En una de las ramas de esta abstracción matemática, el escritor Juan
Tallón escribe El mejor del mundo y Anagrama lo publica. Alguien lo lee y toma estas notas para una presentación que no sucede en esta línea temporal, pero que puede haberse desarrollado o estar desarrollándose en estos instantes, con leves matices a lo planeado o de un modo totalmente diferente: “El Apolo, un ataúd recubierto de pan de oro; el padre y Antonio, que enseguida se nos muestra como un personaje siniestro del que sin embargo queremos saber más y más. La boda suspendida, la relación paternofilial. La extrañeza del after al final del laberinto, la DMT (N,N-dimetiltriptamina), la violencia, y la primera extrañeza en forma de luz. La gente que salta de las azoteas, una desconocida, y su madre. Los muertos: el abuelo empujado por las escaleras, el desconocido cegado en un baño irreal. Los capítulos que desfiguran el tiempo y los hechos. El dedo cortado con una sierra (conozco a un hombre al que le falta un dedo para el que su hija hizo un pequeño ataúd), y también sé de esas sierras por recuerdos familiares que ya casi no existen. Alboraia. Operarios de una sierra circular en una fábrica de muebles a los que siempre les faltaban dedos. La extinta industria del mueble valenciana. En las páginas 88 y 89 se habla de la disolución de las memorias. Es imposible que exista lo que se olvida. Esto es una clave”. La idea en origen era escribir un artículo sobre la novela en línea con los habituales de la sección —lo cual no significa, vaya por delante, que dichos artículos repliquen fórmulas estándar, que sean perezosos, ni mucho menos—, y puede que ese artículo discurra en otra senda, pero en esta la cadena de acontecimientos lleva hasta aquí, a un revisitar un texto incompleto, una introducción que no fue, a abrir el libro por las páginas marcadas para no dejar escapar pasajes memorables como este:
“Le hace gracia que de vez en cuando enumere también cosas que no hizo. Hay en las libretas planes ambiciosos, planes modestos, planes apacibles, el gran plan de una vida o el pequeño plan de la semana que viene que al final no sale. Iba a hacer cosas, y al final se desbarataban, como si la vida estuviese conformada en buena medida por casis, inevitablemente, incluso en las existencias más confortables y felices. «No volé a Italia a conocer a Juan Ramón I.» «Iba a reformar el piso, pero no es el momento.» «No fui a ver la película de Ray Loriga.» «No escribí el poema que le había prometido a Belén.» […] Muchas de las cosas que no ocurren siguen metidas en su cabeza a lo largo de otras entradas. No mueren sin más. Y como todo el mundo quiere algo, y el deseo de conseguirlo es la energía que nos levanta de la cama y nos lleva a cada uno por un sitio cada día, lo que no pasa en un momento dado pasa más tarde”.

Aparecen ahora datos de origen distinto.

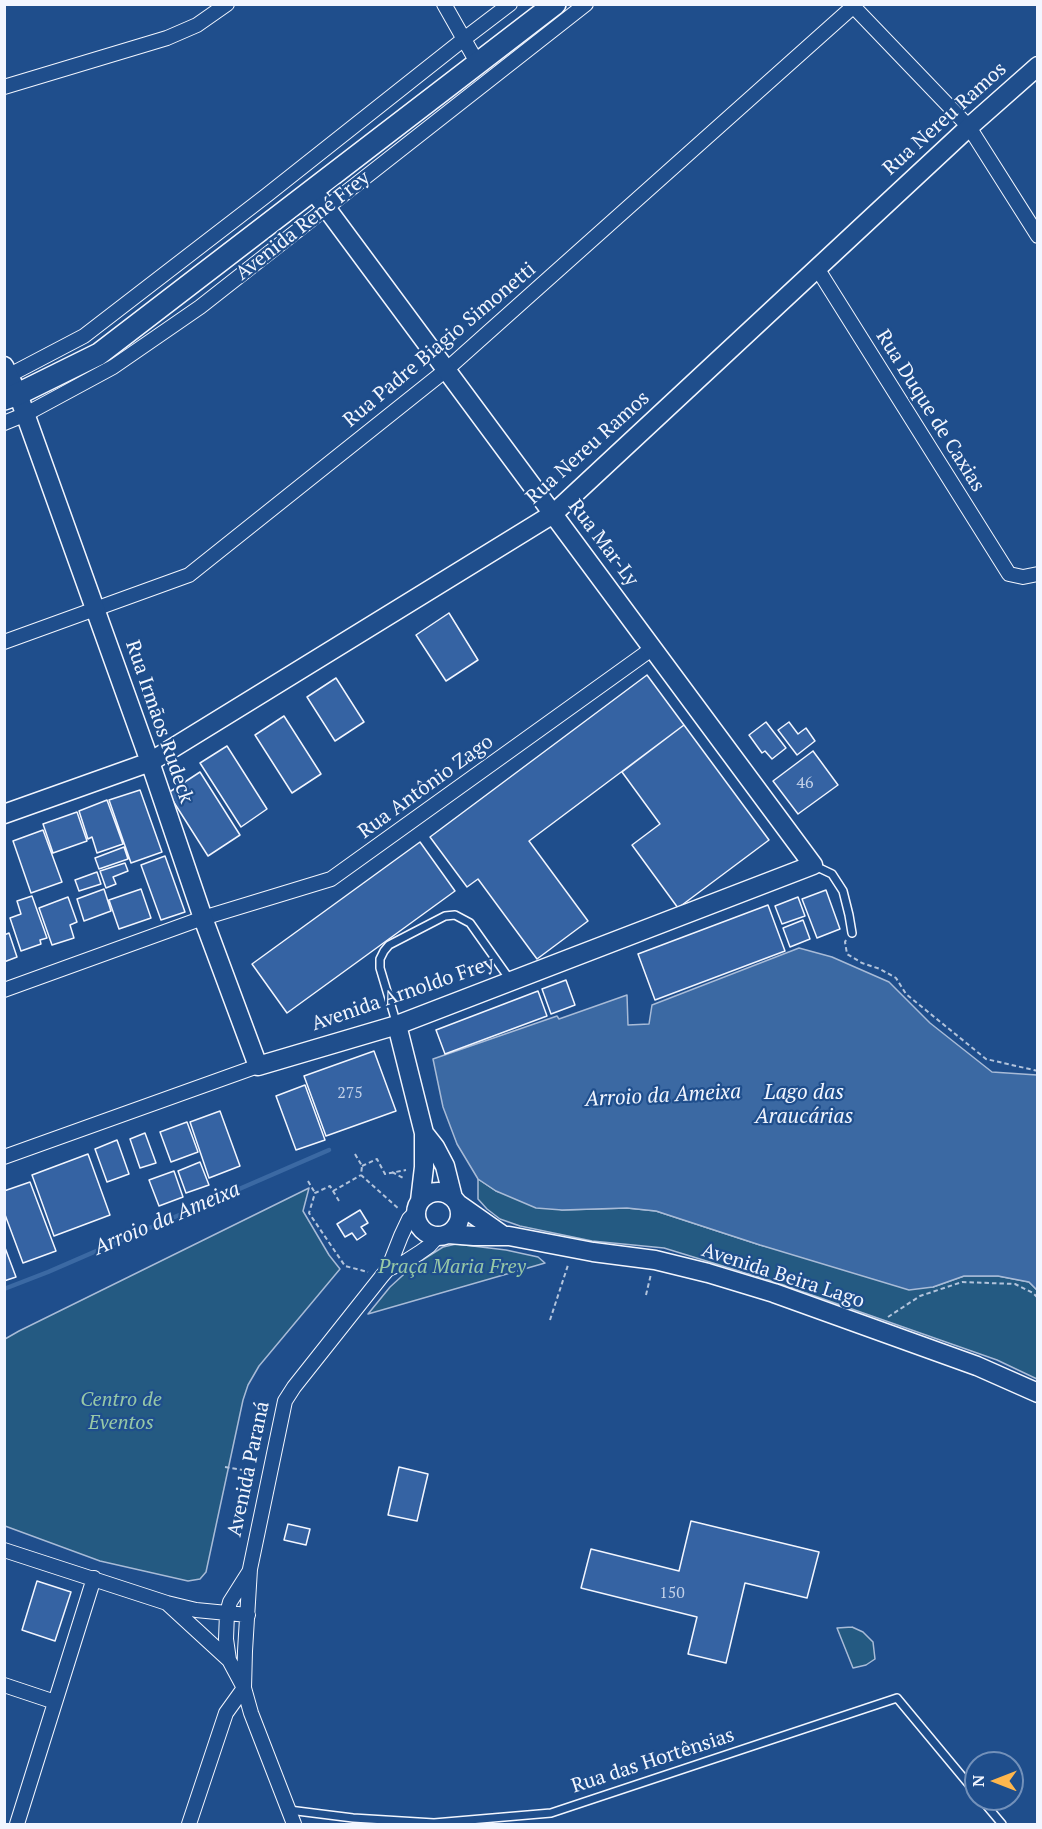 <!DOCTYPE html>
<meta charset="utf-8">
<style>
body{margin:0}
#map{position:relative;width:1042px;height:1829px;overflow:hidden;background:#1f4e8c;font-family:"PT Serif",serif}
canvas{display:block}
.frame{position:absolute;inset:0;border:6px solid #f2f6ff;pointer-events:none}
.north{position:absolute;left:964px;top:1751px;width:60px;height:60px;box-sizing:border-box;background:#1f4e8c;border:2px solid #7391ba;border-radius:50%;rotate:270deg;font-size:16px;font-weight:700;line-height:24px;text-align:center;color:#f2f6ff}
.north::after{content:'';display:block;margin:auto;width:21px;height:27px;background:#ffb74d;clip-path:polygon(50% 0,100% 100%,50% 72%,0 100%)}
</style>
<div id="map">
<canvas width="1042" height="1829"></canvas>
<div class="frame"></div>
<div class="north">N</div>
</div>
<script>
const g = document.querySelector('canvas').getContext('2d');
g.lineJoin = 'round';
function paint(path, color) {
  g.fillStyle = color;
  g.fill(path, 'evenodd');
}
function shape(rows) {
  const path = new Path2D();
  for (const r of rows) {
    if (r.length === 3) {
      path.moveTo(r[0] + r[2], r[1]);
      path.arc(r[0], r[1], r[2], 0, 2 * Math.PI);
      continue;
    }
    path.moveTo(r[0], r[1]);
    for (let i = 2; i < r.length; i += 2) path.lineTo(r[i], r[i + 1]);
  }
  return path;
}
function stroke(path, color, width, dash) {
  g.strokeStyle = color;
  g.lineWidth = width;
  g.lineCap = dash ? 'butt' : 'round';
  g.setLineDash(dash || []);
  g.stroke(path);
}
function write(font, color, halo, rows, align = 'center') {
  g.font = font + ' "PT Serif",serif';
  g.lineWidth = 4.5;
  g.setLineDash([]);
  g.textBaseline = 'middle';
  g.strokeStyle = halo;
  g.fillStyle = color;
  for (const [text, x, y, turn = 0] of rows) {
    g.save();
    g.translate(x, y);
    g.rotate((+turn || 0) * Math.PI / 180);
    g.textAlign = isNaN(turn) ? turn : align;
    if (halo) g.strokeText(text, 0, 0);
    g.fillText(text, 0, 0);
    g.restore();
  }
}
const green = shape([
 [478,1179,496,1191,562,1210,627,1208,656,1211,760,1245,933,1287,964,1276,998,1276,1029,1282,1037,1290,1037,1379,997,1360,775,1282,664,1248,592,1241,520,1226,500,1219,487,1209,478,1199,478,1179],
 [309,1188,303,1211,329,1255,340,1269,259,1366,248,1385,243,1400,206,1572,200,1579,188,1581,100,1561,5,1526,5,1339,19,1331,309,1188],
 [456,1244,506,1250,538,1257,545,1263,368,1314,390,1287,413,1266,443,1247,456,1244],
 [852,1627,863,1632,873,1642,875,1659,866,1665,853,1668,837,1628,852,1627]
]);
const water = shape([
 [799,948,832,957,889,982,930,1023,992,1072,1037,1075,1037,1290,1029,1282,998,1276,964,1276,933,1287,909,1290,760,1245,656,1211,627,1208,562,1210,536,1208,496,1191,478,1179,457,1144,443,1107,433,1059,557,1016,559,1019,627,995,628,1025,649,1024,652,1005,799,948]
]);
const stream = shape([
 [4,1289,48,1272,329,1150]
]);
const building = shape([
 [449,613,478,660,446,681,416,635,449,613],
 [647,675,684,725,529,841,588,921,537,959,478,879,467,887,430,837,647,675],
 [336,678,364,722,335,741,307,697,336,678],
 [284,716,321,774,292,793,255,735,284,716],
 [766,722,786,748,772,759,765,751,762,753,749,735,766,722],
 [789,722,798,734,806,728,815,741,797,755,778,730,789,722],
 [684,725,769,840,678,908,632,845,660,824,622,772,684,725],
 [227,746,267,809,241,827,200,763,227,746],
 [813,751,838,785,798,814,773,781,813,751],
 [200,772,240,835,208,856,168,793,200,772],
 [140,790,162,852,131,863,109,800,140,790],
 [107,800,123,844,97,853,92,837,88,839,79,811,107,800],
 [77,812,87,841,53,853,43,824,77,812],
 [43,830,62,882,31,893,13,841,43,830],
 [420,842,455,891,287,1013,252,964,420,842],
 [124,847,128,859,99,869,95,858,124,847],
 [165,856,185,912,161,920,141,865,165,856],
 [125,863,128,871,113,877,116,884,106,888,100,871,125,863],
 [97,872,101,884,79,891,75,880,97,872],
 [104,889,111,911,84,921,77,899,104,889],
 [141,889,151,918,119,929,109,900,141,889],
 [826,890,840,929,817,938,802,899,826,890],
 [32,896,47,938,40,940,41,944,21,951,10,918,21,914,17,901,32,896],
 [68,897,77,922,70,925,74,938,52,945,39,908,68,897],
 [798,897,805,916,782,924,775,906,798,897],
 [768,905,785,951,655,1000,638,954,768,905],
 [803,920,810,939,790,947,783,928,803,920],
 [9,933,17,957,4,962,4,935,9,933],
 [566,980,575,1005,551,1014,542,989,566,980],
 [538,991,547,1016,445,1054,436,1030,538,991],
 [374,1051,396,1111,326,1136,304,1076,374,1051],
 [305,1085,325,1140,296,1150,276,1096,305,1085],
 [220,1111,240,1166,209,1178,190,1122,220,1111],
 [187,1122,198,1152,171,1162,160,1132,187,1122],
 [145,1133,156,1163,140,1168,130,1139,145,1133],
 [117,1140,129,1174,107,1182,95,1149,117,1140],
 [88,1154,110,1215,54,1236,32,1175,88,1154],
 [200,1162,209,1185,186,1193,178,1171,200,1162],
 [174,1171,183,1197,159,1206,149,1180,174,1171],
 [30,1182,56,1251,23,1263,4,1212,4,1191,30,1182],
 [360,1210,368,1223,361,1227,366,1234,357,1240,352,1233,345,1237,337,1224,360,1210],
 [4,1245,16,1277,4,1281,4,1245],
 [399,1467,428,1474,417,1521,388,1515,399,1467],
 [691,1521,819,1552,807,1598,745,1583,726,1663,688,1654,697,1617,581,1588,591,1549,679,1571,691,1521],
 [288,1524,310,1529,306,1545,284,1540,288,1524],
 [37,1581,71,1592,55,1641,22,1630,37,1581]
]);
const path = shape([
 [846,940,845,942,847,954,862,963,880,969,896,978,906,994,986,1059,1038,1071],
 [355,1154,362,1166,361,1175,399,1209],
 [362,1166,377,1159,385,1174,406,1170],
 [392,1172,405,1179],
 [308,1181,315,1193],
 [333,1191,361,1175],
 [339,1201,330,1186,315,1193,309,1213,345,1266,368,1272],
 [646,1295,651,1274],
 [888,1317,920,1296,962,1282,1015,1284,1033,1293,1038,1298],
 [550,1320,568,1265],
 [225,1467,255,1472]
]);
const lane = shape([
 [813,865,832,874,843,891,849,915,852,933],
 [397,1025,380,968,380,959,384,951,389,945,445,916,455,915,470,923,511,981],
 [981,1799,1002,1824],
 [289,1810,353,1818,434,1823,551,1813,897,1698,976,1793]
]);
const street = shape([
 [444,4,478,64],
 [851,4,969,127,1038,236],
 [4,87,167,38,197,25,227,4],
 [817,268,1009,574,1023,577,1038,574],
 [4,378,84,336,267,195,464,39,510,4],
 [4,423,26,414,113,367,200,307,586,4],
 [4,642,189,575,446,370,856,4],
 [4,990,203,918,331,879,653,648],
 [4,1157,258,1066],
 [388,1269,401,1236,409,1219,416,1212],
 [4,1550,167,1603,196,1610,248,1615],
 [168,1604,229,1660],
 [4,1685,55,1702],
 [244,1688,229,1660,226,1639,227,1613,230,1602,249,1572],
 [17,1824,94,1578],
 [189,1824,226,1713,244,1688],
 [294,1824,251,1713,244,1688,245,1651,250,1569,285,1401,294,1387,382,1276,388,1269,405,1262,419,1253,429,1246,438,1236]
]);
const secondary = shape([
 [4,366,18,394,150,762,203,918,258,1066,397,1025,813,865,313,190],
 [4,814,150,762,553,514,969,127,1038,66],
 [397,1025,424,1133,424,1167,420,1201],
 [424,1133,435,1147,445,1166,453,1198],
 [438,1214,22],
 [457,1203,504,1236],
 [448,1234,474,1236,509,1236,593,1252,655,1260,708,1273,774,1293,977,1366,1038,1393]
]);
const primary = shape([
 [4,399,18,394,99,354,555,4]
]);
const numberNames = [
 ["46",805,783],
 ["275",350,1093],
 ["150",672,1593]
];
const streetNames = [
 ["Rua Nereu Ramos",945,119,-42],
 ["Avenida René Frey",303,226,-38],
 ["Rua Padre Biagio Simonetti",440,345,-40],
 ["Rua Duque de Caxias",930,411,58],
 ["Rua Nereu Ramos",588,448,-42],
 ["Rua Mar-Ly",603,543,53],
 ["Rua Irmãos Rudeck",159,722,71],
 ["Rua Antônio Zago",426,787,-36],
 ["Avenida Arnoldo Frey",403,994,-19],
 ["Avenida Beira Lago",783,1276,18],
 ["Avenida Paraná",249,1469,-78],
 ["Rua das Hortênsias",653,1761,-18]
];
const parkNames = [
 ["Praça Maria Frey",452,1267],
 ["Centro de",121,1400],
 ["Eventos",121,1423]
];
const waterNames = [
 ["Lago das",804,1093],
 ["Araucárias",804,1117],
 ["Arroio da Ameixa",663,1096,-3],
 ["Arroio da Ameixa",167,1219,-23]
];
paint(green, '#245a82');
stroke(green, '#a8bbd7', 1.5);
paint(water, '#3b69a3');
stroke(water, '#a8bbd7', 1.5);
stroke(stream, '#3b69a3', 4.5);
paint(building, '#3563a3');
stroke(building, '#f2f6ff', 1.5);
stroke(lane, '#f2f6ff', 10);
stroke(street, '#f2f6ff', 16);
stroke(secondary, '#f2f6ff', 21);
stroke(primary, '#f2f6ff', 24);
stroke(path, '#b3c4dc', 2, [4.5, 3]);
stroke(lane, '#1f4e8c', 7);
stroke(street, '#1f4e8c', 14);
stroke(secondary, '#1f4e8c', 18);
stroke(primary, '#1f4e8c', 21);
write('16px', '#c3d1e8', null, numberNames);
write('20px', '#f2f6ff', '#1f4e8c', streetNames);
write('italic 20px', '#97c8a6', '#1f4e8c', parkNames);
write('italic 21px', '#f2f6ff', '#1f4e8c', waterNames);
</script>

A lo largo de este artículo se ha ignorado deliberadamente una verdad que no por obvia es menos relevante: de los nodos no solo se sale, en ellos también se converge; no podría ser de otra manera por la propia naturaleza del nodo. En El mejor del mundo el irascible Antonio, padre devoto y paranoico de su estirpe, animal devastado y aterrorizado por un fenómeno cataclísmico de la soledad, decide recorrer el camino, que en este caso es de algún modo desandarlo, para aterrizar en México, dejar pasar el tiempo como quien pisa las huellas de su propio rastro, ir en pos del local interrealidades, de la singularidad hedónica envuelta en humo, de la madriguera del conejo blanco a la que se accede a través de diferentes estancias conectadas como a causa de un glitch o como en un relato de China Miéville y que desembocan en un antro, en el escenario de un crimen, de nuevo en el nodo a partir del cual todo es posible, incluso volver a ser la persona que ya no somos.